Obra de Elizabeth Peyton |
En la literatura del conflicto se reitera
la centralidad de hablar y escuchar, pero muy poco la de callar, cuando proferir
ocurrencias irreflexivas es emborronar innecesariamente la orografía sobre la
que se intenta deliberar. Decir lo que uno piensa sin pensar lo que uno dice es degradar la sacralidad de la palabra en la que estamos sucediendo para el que nos escucha. Como diría Emilio Lledó, «desarraiga sus palabras de la vida». Como nuestro pauperismo discursivo confunde opinión con
derecho a opinar, el silencio o la ausencia de opinión rara vez se presenta como alternativa.

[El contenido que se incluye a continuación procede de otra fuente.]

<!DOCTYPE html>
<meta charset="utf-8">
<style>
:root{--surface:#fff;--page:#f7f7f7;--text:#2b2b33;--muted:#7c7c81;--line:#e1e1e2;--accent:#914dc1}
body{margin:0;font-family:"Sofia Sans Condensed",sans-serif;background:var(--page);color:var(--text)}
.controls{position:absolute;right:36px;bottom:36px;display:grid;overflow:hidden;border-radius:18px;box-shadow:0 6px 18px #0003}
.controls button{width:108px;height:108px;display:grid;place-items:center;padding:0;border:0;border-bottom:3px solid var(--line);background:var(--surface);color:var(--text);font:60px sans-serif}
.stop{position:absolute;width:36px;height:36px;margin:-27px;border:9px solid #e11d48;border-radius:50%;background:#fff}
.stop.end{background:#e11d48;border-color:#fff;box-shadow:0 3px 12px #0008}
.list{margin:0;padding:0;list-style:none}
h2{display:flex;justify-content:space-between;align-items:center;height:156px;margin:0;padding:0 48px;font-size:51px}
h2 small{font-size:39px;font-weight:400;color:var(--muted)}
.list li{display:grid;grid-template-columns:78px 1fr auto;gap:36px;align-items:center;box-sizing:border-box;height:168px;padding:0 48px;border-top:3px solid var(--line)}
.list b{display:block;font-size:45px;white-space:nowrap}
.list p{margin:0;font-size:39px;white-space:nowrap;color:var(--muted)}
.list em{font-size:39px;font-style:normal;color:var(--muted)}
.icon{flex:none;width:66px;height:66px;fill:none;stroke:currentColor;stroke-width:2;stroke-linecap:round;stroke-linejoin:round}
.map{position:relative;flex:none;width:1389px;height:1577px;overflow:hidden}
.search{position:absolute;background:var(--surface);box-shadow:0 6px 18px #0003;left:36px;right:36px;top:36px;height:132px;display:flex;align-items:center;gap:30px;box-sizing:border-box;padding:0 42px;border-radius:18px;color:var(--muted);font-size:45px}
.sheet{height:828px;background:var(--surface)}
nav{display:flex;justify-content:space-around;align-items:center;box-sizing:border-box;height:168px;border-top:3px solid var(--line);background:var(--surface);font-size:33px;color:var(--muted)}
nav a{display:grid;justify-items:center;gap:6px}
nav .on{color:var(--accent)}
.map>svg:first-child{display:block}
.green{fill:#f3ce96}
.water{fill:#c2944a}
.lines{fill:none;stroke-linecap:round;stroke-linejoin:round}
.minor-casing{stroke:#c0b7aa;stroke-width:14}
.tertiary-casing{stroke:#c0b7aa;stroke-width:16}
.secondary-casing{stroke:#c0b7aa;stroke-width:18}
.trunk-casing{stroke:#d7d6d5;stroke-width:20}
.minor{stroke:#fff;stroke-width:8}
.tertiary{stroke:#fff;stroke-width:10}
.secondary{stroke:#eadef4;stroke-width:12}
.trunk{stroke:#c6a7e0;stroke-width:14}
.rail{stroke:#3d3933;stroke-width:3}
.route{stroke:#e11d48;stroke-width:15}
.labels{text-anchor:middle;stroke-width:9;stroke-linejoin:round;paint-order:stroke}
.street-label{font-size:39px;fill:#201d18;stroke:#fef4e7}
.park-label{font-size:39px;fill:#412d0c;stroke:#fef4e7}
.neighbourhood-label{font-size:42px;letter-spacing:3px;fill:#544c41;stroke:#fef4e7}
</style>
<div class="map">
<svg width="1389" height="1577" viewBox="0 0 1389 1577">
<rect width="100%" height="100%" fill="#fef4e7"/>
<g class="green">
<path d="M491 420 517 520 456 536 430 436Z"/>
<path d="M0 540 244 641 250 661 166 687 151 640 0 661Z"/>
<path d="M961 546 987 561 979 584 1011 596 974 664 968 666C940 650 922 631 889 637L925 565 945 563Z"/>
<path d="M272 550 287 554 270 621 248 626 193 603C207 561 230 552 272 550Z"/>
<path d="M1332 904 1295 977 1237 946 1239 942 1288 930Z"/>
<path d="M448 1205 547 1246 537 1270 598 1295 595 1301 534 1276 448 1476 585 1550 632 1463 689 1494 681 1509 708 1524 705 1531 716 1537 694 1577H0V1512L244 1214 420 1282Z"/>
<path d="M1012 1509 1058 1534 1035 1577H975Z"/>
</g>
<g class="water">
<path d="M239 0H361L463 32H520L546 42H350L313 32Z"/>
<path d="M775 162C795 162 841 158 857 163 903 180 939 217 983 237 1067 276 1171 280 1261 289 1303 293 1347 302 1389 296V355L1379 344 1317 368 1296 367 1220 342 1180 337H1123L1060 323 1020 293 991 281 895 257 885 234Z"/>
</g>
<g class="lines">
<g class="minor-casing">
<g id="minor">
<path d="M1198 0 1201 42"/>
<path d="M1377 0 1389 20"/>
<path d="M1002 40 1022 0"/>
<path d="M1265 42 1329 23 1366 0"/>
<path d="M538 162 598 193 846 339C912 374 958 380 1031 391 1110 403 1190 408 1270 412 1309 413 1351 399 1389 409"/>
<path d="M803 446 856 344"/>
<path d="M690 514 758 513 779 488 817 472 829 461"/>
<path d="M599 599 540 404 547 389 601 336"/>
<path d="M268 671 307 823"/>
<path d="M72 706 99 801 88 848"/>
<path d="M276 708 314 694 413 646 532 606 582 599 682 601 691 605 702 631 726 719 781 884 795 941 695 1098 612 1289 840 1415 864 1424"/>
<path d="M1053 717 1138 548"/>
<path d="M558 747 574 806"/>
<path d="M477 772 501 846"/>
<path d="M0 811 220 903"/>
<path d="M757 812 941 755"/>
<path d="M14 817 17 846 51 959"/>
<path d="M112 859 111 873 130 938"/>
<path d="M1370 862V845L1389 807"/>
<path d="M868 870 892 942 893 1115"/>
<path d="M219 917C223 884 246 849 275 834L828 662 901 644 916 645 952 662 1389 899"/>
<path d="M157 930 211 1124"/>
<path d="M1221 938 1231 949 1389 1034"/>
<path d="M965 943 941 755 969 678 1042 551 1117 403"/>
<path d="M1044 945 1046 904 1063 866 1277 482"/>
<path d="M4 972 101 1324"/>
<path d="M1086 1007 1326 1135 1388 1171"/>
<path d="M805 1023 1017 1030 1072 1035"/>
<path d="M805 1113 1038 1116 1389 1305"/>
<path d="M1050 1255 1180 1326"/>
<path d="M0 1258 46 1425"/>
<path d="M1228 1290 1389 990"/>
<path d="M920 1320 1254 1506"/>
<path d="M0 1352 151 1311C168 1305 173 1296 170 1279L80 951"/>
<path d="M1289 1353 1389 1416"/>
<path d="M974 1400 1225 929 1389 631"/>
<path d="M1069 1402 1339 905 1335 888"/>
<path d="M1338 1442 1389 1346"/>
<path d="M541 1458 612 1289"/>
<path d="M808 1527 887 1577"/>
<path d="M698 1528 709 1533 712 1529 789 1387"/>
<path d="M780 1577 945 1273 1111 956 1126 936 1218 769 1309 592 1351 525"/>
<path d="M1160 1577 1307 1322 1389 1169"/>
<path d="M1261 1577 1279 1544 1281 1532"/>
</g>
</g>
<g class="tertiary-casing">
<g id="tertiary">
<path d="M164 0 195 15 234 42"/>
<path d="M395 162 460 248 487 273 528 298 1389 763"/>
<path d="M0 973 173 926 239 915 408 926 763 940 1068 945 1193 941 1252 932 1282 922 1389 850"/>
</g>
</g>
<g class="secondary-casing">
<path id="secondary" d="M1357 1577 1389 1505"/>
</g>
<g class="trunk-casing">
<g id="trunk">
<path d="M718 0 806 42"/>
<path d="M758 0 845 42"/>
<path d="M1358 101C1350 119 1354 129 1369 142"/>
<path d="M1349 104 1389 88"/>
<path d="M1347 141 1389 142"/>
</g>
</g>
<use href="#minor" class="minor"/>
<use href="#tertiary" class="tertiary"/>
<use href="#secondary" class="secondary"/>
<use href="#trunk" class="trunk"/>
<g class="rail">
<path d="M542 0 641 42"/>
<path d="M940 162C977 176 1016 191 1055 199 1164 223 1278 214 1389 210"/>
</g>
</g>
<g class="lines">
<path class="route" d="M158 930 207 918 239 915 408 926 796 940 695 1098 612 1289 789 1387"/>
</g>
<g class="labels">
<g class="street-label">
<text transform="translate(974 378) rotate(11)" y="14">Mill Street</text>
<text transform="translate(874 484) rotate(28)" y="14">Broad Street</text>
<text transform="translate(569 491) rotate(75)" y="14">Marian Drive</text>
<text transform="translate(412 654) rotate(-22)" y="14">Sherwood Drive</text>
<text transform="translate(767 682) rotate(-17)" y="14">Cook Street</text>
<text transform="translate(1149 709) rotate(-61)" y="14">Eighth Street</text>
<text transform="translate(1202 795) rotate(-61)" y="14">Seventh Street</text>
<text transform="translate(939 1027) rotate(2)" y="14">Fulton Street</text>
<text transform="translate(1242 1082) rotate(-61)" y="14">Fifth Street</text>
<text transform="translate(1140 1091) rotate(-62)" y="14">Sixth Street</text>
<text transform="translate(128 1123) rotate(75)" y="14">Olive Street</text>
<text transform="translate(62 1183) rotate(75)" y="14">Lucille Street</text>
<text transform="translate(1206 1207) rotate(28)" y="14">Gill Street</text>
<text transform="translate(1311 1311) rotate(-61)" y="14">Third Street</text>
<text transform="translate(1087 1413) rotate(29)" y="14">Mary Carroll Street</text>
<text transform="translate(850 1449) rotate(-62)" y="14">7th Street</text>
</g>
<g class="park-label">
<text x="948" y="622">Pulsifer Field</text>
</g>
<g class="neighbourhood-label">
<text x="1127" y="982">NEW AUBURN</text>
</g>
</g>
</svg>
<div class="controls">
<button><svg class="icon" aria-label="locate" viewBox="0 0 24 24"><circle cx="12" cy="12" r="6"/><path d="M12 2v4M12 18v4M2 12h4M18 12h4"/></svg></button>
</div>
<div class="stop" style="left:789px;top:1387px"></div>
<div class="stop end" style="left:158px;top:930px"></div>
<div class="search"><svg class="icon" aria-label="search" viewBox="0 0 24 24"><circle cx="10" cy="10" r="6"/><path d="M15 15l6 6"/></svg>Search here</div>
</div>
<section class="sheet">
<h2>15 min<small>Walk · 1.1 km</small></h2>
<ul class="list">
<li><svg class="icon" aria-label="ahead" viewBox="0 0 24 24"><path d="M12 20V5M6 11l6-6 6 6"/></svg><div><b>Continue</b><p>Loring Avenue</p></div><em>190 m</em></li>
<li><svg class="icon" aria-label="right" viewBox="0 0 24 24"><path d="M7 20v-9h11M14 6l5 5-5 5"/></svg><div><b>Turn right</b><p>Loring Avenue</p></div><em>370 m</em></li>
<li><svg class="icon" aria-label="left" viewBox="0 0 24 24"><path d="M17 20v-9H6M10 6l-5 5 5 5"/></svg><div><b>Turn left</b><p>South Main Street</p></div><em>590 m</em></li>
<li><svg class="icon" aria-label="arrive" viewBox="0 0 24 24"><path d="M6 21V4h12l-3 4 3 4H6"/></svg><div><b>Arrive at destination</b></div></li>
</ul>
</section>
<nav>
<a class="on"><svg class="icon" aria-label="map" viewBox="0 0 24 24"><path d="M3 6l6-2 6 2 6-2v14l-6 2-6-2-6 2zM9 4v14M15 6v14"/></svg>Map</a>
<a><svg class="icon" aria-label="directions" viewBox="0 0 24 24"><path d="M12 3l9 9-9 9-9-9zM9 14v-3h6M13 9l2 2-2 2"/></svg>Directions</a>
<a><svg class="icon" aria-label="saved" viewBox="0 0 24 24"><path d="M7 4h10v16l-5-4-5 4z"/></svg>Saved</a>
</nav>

Que tengamos derecho a opinar no significa que sea obligatorio opinar. Suele ser muy habitual que cuando
alguien empaqueta diferentes argumentos en una opinión, y recibe alguna
crítica, acto seguido se parapete en que es su opinión y por tanto tenemos el deber de
respetarla. No, no es así. Estamos obligados a respetar su derecho a opinar,
pero no a compartir el contenido de esa opinión, que puede ser argumentativamente muy frágil y estar construido con razonamientos muy equívocos o directamente disparatados. Más todavía. Si alguien comparte su opinión,
al mismo tiempo está accediendo a que su argumento pueda ser refutado por otro
argumento sin victimizarse por ello. Cuando se admite esta posibilidad, que es la que convierte al diálogo en un zigzagueo de ideas que se afinan mutuamente, aumentan
las probabilidades de no opinar sobre aquello sobre lo que no se tiene opinión, no al menos una opinión que pueda polinizar con otra opinión para fecundar una opinión mejor.
Estos días
estoy preparando un artículo para un libro de autoría coral. Trata sobre la
importancia del diálogo y lo nefasto del debate para la construcción de paisajes compartidos. Desgraciadamente, las personas debatimos
mucho, pero dialogamos muy poco, quizá por un mero mimetismo con los resortes dialécticos que se esgrimen tanto en la política folclórica como en las industrias de la persuasión que azuzan ese folclore tan poco dado a expresar contenidos de naturaleza verdaderamente reflexiva y sin embargo encantado de monocultivar la reacción emotiva y febril. Dialogar no es solo la práctica en
la que se comparten y se funden argumentos para alcanzar el encuentro con el otro, es la predisposición sentimental a
que la excursión argumentativa de nuestro interlocutor pueda modificar e incluso eliminar nuestros argumentos en favor de los suyos. Cuando ocurre algo así, una buena
pedagogía discursiva nos debería exhortar a releer esta experiencia como una victoria deliberativa en la que gracias al poder
transformador de los argumentos uno acaba hospedado en un argumento más confortable que
el anterior. Nos convencemos a nosotros mismos aunque los argumentos puedan provenir de alguien que no somos nosotros, puesto que los hacemos nuestros a través de la inexpropiable convicción personal. Recuerdo que una amiga mía se quejaba de que siempre que
hablábamos terminaba adscribiéndose a mis argumentos, y no al revés. Un día me lanzó una queja:
«¡Siempre ganas tú!». Se acababa de leer mi ensayo El triunfo de la inteligencia sobre la fuerza. Una ética del diálogo,
y no pude por menos de exclamar mientras compartía mi risa: «¡Creo que deberías volver a leer el
libro, o debería reescribirlo para explicarme mejor». En el diálogo no hay vencedores ni vencidos, pero tampoco convencidos. Hay hospitalidad y autoconvencimiento. Cuando en alguna ocasión alguien me ha dicho que lo he convencido, le he respondido inmediatamente que no, que no es así: «Utilizando algunos de mis argumentos, te has convencido tú solo». Es un instante increíblemente mágico. La autonomía personal con la que intervenimos en el mundo se autodetermina para ganar en autonomía. Cuando contemplo esta maravilla, siento que el diálogo es lo que nos hace humanos.